Opposition leaders rejected the announcement and called on members of the public to return to the streets to bring down the military council.
"It’s not the putschist council, nor its militias, nor its leaders who decide the fate of the people, nor how it will transition to a civilian government," the Sudanese Professionals Association, one of the main groups within the Alliance for Freedom and Change, said in a statement.
Sudan has been ruled by a 10-general transitional council since senior officers ousted dictator Omar al-Bashir following massive anti-government demonstrations in early April.
Negotiations between the generals and the protest movement had produced a road map to civilian rule that included setting up a provisional sovereign council, cabinet and parliament and a three-year transition transition period before democratic elections.

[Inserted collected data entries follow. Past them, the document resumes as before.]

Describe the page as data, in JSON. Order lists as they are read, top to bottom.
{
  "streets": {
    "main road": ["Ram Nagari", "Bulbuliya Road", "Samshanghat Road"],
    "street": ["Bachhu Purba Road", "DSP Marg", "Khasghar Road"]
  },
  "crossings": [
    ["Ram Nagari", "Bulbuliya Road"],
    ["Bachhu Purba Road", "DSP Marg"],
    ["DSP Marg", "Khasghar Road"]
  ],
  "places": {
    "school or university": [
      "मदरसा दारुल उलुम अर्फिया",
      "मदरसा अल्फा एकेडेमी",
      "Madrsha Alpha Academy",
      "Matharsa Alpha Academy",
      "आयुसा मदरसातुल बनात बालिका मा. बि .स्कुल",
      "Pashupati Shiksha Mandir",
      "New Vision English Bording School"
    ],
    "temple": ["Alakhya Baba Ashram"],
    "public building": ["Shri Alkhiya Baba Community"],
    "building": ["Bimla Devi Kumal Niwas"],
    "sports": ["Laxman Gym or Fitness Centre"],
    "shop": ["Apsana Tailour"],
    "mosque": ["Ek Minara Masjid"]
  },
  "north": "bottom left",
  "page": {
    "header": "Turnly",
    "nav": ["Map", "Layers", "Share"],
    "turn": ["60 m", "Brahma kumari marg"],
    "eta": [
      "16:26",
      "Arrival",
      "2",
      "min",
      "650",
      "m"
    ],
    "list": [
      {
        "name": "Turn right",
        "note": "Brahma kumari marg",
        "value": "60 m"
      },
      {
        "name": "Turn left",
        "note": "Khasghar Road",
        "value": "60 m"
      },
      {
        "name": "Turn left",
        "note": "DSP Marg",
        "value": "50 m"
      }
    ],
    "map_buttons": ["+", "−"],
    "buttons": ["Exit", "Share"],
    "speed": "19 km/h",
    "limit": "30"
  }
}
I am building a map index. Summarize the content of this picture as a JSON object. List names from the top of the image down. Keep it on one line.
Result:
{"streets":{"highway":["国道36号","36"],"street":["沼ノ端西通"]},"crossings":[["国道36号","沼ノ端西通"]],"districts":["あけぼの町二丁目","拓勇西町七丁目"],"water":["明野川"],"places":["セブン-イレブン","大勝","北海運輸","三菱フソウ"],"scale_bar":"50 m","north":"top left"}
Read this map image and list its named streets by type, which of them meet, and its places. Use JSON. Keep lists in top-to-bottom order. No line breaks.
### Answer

The SPA wanted a longer transition period, fearing that a snap general election would more easily be manipulated by revanchist elements within the establishment to thwart the transition away from Bashir’s dictatorship.
Negotiations collapsed on Monday when the police and troops from the Rapid Support Forces, a militia implicated in atrocities in Darfur, used live ammunition to break up the sit-in protest in central Khartoum that had been the epicentre of the revolutionary movement.
The Central Committee of Sudanese Doctors, a group aligned with the protest movement, said at least 35 people were confirmed killed. Hundreds more have been wounded.
The government blocked internet services, making it difficult to report on developments inside the country on Tuesday.
But witnesses speaking by phone and writing on social media described bands of armed militiamen rampaging through the capital city, searching, arresting and beating anyone who left their homes to join the traditional outdoor morning prayers for Eid al-Fitr, the festival that marks the end of Ramadan.
"We gathered in our square as we usually do every year but the Rapid Support Forces and the police fired teargas and stun grenades at us and after the prayers the youth closed the main street by putting up barricades," said a resident of the Bahri district.
"Everyone is staying at home. If you leave your house you wouldn’t be able to travel more than half a mile anyway," said another Khartoum resident who asked not to be named.
"Normally if this was the day before Eid the shops would be full of families buying food or clothes for the children. But nothing is open. The city is at a standstill."
Going out to pray was seen as an act of dissent because the the military council had declared Eid would fall on Wednesday, not Tuesday.
The SPA had urged people to got out anyway to "pray for the martyrs" and then "demonstrate peacefully".
The Telegraph understands that key protest leaders have gone into hiding.
Sources close to the revolutionary movement said they now believe a combination of a general strike and mutinies by sympathetic soldiers could bring down the military council.
"I don’t think this is the end of the revolution. On the contrary I think this is the beginning of the real revolution, because most of the people now are very determined to overthrow or remove the TMC," said Osman Mirghani, editor of al Tayer, an opposition-leaning newspaper
"But I am worried most of all about a clash between the army and the rapid support. It could easily turn into a Libya style civil war."
Many junior and middle ranking officers and non-commissioned soldiers are believed to be sympathetic to the revolution and hostile to the Rapid Support Forces and their commander, Lt Gen Mohammed Hamdan Dagalo.
Lt Gen Dagalo, also known as Hemedti, is deputy head of the military council. His troops effectively control central Khartoum and a counter-coup by pro-revolutionary soldiers would likely lead to fierce fighting.
There were also reports that troops from the National Intelligence and Security Service were involved in Monday’s violence. The NISS, which is loyal to a powerful Major General called Salah Ghosh, forms a third armed faction that could complicate a civil conflict.
The UN Security Council was due to discuss Sudan at closed doors meeting called by Britain and Germany yesterday evening.
Jeremy Hunt, the foreign secretary, blamed the generals for an "outrageous" crackdown. John Bolton, Donald Trump’s national security adviser, called it "abhorrent" and demanded the TMC hand over to a civilian administration.
UN chief Antonio Guterres condemned the excessive use of force and called for an independent investigation. But key regional players avoided condemning the generals, fueling suspicions among pro-revolutionary Sudanese that they offered a green-light to the crackdown.
Egypt called for "calm and restraint". The United Arab Emirates (UAE), which along with Sauid Arabia has extended emergency military support to the military government, said it hoped that dialogue would prevail.